Founders of major companies are sometimes pushed out by their boards. It is quite another thing for an outsider to do the same. Netflix Inc.’s (NASDAQ: NFLX) Reed Hastings has lost much of his reputation as the CEO of the company he started, which has undermined his once sterling credentials with Wall St. Now, Hastings finds that raider Carl Icahn owns 10% of the company in which he holds only 4.4%. And, according to the Netflix proxy, T. Rowe Price and Vanguard own together 13%. Hasting has become surrounded by outside shareholders.
The portion of Netflix shares that Hastings owned was almost inconsequential when its stock soared because the firm’s business model undermined the operations of large movie rental firms — particularly Blockbuster.

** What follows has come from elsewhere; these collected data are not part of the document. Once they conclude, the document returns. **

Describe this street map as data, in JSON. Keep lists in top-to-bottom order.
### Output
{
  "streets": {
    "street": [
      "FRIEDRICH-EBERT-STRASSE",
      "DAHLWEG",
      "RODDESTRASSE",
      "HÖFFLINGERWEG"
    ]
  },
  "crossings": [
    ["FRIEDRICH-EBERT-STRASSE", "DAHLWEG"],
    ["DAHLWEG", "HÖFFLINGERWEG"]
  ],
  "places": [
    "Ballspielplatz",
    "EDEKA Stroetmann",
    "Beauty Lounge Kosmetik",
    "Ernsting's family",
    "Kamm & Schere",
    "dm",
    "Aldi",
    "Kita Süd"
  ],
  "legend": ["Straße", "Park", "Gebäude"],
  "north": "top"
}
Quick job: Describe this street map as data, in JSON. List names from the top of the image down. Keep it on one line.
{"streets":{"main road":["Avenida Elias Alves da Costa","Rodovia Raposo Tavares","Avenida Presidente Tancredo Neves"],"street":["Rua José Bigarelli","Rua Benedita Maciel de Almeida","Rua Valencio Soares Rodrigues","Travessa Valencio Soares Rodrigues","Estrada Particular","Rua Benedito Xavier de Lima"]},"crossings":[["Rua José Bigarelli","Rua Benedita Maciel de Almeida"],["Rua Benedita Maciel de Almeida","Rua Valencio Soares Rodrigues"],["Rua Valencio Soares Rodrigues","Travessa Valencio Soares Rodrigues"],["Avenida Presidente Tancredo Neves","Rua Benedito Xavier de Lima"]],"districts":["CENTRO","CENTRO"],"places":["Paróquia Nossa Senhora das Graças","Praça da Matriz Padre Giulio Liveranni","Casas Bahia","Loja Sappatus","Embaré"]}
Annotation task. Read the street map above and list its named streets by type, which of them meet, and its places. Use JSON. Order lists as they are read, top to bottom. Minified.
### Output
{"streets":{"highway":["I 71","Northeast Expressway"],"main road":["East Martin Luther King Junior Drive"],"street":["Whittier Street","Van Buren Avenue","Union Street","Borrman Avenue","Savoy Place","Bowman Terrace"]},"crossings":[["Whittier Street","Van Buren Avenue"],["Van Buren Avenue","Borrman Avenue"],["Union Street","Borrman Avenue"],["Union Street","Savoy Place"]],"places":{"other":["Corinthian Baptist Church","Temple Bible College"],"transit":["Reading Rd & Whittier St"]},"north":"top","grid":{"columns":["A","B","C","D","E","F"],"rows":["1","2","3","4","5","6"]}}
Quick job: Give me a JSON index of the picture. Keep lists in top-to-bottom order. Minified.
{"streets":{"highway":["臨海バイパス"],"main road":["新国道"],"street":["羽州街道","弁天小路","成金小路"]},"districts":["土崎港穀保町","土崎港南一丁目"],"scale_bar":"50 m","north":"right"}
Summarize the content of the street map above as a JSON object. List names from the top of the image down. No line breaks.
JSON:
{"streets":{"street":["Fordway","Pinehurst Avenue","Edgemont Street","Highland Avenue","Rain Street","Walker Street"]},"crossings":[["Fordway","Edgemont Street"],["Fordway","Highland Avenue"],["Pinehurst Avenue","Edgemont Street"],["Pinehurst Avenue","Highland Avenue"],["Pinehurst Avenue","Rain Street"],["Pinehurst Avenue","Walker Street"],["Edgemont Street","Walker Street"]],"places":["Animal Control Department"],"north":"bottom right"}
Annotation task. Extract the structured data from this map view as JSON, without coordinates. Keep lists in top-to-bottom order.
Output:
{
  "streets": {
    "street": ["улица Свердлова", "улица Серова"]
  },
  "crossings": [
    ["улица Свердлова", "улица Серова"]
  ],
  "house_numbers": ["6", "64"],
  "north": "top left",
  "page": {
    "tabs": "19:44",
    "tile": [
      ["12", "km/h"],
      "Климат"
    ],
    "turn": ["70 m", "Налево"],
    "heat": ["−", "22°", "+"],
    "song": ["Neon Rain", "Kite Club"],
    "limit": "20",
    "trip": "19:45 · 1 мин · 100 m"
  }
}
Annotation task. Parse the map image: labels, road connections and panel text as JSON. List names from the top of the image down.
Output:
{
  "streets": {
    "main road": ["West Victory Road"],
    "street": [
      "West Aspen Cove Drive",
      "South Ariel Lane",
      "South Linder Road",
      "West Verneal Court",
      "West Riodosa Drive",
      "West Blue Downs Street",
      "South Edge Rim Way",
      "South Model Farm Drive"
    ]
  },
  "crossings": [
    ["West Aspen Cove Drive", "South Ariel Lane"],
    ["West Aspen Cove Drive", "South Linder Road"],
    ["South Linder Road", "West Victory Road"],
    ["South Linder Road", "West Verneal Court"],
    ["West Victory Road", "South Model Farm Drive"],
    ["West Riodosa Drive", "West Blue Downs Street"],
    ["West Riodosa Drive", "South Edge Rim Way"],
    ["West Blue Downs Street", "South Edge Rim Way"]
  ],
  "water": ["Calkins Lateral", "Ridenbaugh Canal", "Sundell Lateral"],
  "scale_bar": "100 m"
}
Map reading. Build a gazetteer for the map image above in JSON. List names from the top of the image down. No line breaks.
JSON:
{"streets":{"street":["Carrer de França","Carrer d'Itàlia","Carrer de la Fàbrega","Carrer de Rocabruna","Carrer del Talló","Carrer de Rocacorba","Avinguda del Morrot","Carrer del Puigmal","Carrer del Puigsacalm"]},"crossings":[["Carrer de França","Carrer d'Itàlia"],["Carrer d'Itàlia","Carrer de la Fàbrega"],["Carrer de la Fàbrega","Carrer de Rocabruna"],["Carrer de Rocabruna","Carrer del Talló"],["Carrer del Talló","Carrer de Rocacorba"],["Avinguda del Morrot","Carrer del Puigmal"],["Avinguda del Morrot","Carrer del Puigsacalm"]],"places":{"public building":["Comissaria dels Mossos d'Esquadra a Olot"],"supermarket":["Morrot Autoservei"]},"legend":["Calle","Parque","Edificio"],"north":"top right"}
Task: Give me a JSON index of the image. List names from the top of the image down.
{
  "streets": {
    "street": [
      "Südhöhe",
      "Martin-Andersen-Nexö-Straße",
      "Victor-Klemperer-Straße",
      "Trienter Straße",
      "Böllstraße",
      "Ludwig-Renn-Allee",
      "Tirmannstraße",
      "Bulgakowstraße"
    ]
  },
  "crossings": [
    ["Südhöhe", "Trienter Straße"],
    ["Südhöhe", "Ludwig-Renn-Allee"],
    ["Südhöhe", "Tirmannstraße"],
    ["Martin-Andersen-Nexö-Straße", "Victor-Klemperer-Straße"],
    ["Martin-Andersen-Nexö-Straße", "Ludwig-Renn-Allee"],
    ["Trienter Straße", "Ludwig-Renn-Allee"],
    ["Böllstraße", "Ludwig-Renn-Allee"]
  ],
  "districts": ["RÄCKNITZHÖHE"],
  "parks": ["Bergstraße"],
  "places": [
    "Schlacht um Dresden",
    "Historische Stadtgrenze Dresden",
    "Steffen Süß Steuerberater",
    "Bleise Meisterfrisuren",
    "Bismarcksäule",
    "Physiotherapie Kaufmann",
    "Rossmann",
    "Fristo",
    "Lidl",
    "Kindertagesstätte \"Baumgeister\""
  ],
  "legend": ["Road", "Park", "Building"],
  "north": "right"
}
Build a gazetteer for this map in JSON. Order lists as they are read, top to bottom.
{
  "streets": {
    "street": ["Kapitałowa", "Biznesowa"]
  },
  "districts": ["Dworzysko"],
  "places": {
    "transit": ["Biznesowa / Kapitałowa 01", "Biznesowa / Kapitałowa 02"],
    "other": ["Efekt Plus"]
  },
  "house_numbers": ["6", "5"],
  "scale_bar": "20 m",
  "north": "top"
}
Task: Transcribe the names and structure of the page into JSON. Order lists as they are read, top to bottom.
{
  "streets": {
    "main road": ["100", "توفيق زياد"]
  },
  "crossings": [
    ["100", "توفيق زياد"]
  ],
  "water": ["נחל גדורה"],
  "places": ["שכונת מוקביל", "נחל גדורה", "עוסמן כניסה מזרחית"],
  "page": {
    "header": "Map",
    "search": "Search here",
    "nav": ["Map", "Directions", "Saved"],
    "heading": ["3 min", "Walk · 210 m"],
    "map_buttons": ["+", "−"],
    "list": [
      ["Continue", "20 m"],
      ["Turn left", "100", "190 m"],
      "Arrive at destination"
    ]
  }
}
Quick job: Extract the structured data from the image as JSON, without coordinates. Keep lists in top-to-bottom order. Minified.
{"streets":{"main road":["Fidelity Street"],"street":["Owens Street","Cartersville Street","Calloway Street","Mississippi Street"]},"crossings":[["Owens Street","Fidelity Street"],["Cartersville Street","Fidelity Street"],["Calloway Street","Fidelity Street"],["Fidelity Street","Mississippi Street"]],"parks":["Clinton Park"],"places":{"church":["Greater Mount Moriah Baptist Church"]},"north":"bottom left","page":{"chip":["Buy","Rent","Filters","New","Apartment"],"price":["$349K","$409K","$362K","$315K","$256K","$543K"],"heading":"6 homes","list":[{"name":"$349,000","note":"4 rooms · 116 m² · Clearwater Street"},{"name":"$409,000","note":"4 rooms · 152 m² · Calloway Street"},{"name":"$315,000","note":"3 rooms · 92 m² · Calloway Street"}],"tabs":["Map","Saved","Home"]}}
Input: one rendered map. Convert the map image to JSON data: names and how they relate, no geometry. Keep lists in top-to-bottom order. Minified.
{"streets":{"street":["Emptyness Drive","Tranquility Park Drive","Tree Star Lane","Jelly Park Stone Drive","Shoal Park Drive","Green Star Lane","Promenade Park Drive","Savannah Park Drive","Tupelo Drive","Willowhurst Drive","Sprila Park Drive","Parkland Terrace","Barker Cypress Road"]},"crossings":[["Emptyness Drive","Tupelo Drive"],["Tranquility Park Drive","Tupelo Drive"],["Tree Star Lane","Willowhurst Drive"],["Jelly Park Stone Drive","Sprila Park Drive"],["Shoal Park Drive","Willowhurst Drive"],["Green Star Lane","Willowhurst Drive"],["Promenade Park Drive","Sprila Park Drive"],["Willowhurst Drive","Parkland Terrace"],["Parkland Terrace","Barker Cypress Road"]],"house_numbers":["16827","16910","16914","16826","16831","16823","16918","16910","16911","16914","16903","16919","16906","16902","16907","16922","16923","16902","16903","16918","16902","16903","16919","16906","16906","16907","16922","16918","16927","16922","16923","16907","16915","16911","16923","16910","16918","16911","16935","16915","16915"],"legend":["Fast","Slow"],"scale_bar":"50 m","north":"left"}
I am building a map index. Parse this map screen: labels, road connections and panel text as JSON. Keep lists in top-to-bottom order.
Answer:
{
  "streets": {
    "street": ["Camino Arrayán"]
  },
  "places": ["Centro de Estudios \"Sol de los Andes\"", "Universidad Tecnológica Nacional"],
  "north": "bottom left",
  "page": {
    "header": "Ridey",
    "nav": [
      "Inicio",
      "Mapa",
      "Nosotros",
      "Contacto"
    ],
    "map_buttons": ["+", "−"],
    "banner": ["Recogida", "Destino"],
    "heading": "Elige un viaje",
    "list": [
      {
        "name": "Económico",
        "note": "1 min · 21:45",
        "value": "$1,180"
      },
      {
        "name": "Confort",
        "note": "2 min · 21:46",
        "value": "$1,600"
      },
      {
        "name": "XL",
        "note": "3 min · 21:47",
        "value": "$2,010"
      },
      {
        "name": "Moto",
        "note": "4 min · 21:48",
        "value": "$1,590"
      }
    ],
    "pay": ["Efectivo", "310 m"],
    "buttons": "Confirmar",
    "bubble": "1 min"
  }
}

As Netflix’s streaming media model has come under pressure from companies such as Google Inc.’s (NASDAQ: GOOG) YouTube, Hulu and Amazon.com Inc. (NASDAQ: AMZN), Hastings may regret that when he took Netflix public he did not put into place the provisions for voting shares that have been used by founders and founders’ families at a slew of companies, from The New York Times Co. (NYSE: NYT) to Facebook Inc. (NASDAQ: FB). No matter how these companies have performed, other shareholders have been unable to dislodge them because of share structures put in place when each went public.
Hastings own board may expel him from the CEO’s job if the pressure from Icahn and other institutional shareholders becomes too great. He would join men like Best Buy Co. Inc.’s (NYSE: BBY) founder Richard M. Schulze ,who may take his company private and dislodge the current board, or Green Mountain Coffee Roasters Inc. (NASDAQ: GMCR) founder Robert P. Stiller, who was knocked out of his office because of both poor performance and corporate governance issues. The boards of the firms had leverage. Performance of the two companies, and their stock prices had disintegrated. The founder’s advantages have disappeared.
Hastings most significant problem is that like Schulze and Stiller, he has not been able to chart an acceptable course away from his company’s trouble. Icahn may not have a plan that would do more to turn Netfilx around, but he does have the leverage of Netflix’s falling stock price. If he can convince investors that he has an even plausible way to improve the value of Netflix shares, he may get the support of enough investors and the board to take the video rental firm out of Hastings’ hands. And he has the advantage that he can say he has risked as much as anyone with his 10% investment in Netflix.
The irony of Hastings’ position is that Icahn tried to turnaround Blockbuster. He installed his supporters on the Blockbuster board. His plans failed badly, to some extent because of Hastings. Hastings’ troubles will give Icahn another bite at the video rental business, partly because he had made an investment that is more than twice Hastings’ own.